Que pensez-vous de cette situation ?


Corrigé

La société MONZEN doit faire face à des difficultés financières importantes, étant donné que ses pertes s'accroissent et qu'en même temps son passif décroit. Dans le but de sauver la situation, le gérant de la SARL, Bruno, décide de conclure un contrat hasardeux. En effet, il conclut avec la société ESSENMES un contrat d'affacturage à un taux exorbitant de 19,5%. Ainsi, huit mois plus tard, la société se retrouve en cessation de paiement, et dépose son bilan au greffe du tribunal le 1er avril 2013.

La décision hasardeuse de Bruno prise dans le but d'éviter la faillite est-elle susceptible de constituer une infraction pénale de banqueroute ?

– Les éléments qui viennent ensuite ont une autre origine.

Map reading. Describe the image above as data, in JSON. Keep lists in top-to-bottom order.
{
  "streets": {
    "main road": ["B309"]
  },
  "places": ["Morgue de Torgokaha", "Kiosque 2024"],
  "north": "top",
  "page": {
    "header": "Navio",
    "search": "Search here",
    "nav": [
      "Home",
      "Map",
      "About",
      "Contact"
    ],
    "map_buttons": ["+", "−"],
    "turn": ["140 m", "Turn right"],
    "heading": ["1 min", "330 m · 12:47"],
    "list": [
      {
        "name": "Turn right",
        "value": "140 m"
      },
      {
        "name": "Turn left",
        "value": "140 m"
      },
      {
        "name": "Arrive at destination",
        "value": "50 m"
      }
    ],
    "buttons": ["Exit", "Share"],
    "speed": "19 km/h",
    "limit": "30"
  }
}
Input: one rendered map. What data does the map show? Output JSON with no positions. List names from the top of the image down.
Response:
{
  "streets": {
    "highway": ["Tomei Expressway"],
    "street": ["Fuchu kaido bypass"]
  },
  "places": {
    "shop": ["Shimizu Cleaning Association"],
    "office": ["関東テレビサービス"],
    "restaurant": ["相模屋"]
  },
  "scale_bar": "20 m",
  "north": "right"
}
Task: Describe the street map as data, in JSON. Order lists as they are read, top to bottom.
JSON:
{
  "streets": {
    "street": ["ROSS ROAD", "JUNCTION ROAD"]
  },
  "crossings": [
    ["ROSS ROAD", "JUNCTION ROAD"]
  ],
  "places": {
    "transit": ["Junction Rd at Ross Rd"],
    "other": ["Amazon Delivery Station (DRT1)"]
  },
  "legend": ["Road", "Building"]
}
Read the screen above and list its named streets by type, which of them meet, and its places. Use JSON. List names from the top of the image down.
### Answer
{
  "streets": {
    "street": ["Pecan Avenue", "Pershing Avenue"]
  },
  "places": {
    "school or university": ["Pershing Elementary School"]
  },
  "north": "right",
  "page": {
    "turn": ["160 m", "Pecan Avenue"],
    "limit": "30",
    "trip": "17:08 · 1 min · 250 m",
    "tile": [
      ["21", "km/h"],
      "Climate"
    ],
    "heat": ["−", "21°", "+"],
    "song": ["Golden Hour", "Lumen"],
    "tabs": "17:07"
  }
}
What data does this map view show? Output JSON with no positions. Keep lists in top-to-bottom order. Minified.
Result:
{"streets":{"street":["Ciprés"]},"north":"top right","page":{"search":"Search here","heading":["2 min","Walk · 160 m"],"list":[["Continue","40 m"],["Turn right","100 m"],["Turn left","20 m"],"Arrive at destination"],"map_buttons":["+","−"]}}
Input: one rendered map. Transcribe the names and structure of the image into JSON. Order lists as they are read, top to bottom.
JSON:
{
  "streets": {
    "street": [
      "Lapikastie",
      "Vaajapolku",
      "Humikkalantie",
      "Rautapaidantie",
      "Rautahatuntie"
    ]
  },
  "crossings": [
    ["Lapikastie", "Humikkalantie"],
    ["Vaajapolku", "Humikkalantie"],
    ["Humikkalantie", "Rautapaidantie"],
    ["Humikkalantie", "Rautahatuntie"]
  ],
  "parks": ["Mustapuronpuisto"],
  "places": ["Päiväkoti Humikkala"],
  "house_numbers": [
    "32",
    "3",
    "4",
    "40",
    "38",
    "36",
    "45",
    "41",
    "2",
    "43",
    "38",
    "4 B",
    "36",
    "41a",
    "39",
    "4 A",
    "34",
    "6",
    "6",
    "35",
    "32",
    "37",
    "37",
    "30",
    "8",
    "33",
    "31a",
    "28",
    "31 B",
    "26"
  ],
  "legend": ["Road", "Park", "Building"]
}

Les articles L.654-1 et L.654-2 du Code de Commerce posent les éléments constitutifs de la banqueroute. Tout d'abord, l'article L.654-1 fixe la condition personnelle et la condition matérielle.

Pour la condition personnelle, les dirigeants d'une SARL sont inclus dans le champ d'application de la banqueroute puisque l'article vise toute personne qui a dirigé une personne morale de droit privé. En l'espèce, Bruno est le gérant de la SARL. Il est donc susceptible de se voir appliquer l'infraction de banqueroute.

Pour la condition matérielle, l'infraction est susceptible de s'appliquer dès lors que la procédure collective est ouverte. C'est le cas en l'espèce, puisqu'est dit qu'à la suite du dépôt de bilan au greffe du tribunal le 1er avril 2013, une procédure collective est ouverte.

L'article L.654-2 du Code de Commerce envisage plusieurs cas de banqueroute. Un de ceux qu'elle prévoit incrimine le fait d'avoir « dans l'intention (...) de retarder l'ouverture de la procédure de redressement judiciaire (...), employé des moyens ruineux pour se procurer des fonds ». On retient de cet article deux éléments constitutifs de ce type de banqueroute, à savoir le maintien artificiel de l'activité de l'entreprise et le fait d'avoir adopté ce comportement intentionnellement pour retarder le dépôt de bilan.

En l'espèce, le maintien artificiel de l'activité de la société se caractérise par le fait que René ait conclu un contrat d'affacturage à un taux exorbitant de 19,5%. Dans un arrêt rendu par la Chambre criminelle le 13 mai 1991, elle qualifiait le taux d'un contrat d'affacturage de 15,9% comme générateur de « frais financiers importants (...) considéré même comme insupportable » pour l'entreprise. Ainsi, un taux à 19,5% est encore plus intenable pour la SARL de Bruno.

De plus, il faut avoir adopté ce comportement intentionnellement dans le but de repousser le dépôt de bilan. Or, il est indiqué que Bruno, craignant le dépôt de bilan, qui s'avérait imminent, a décidé de conclure le contrat d'affacturage. C'est donc bien pour repousser la date de dépôt de bilan que Bruno a conclu ce contrat.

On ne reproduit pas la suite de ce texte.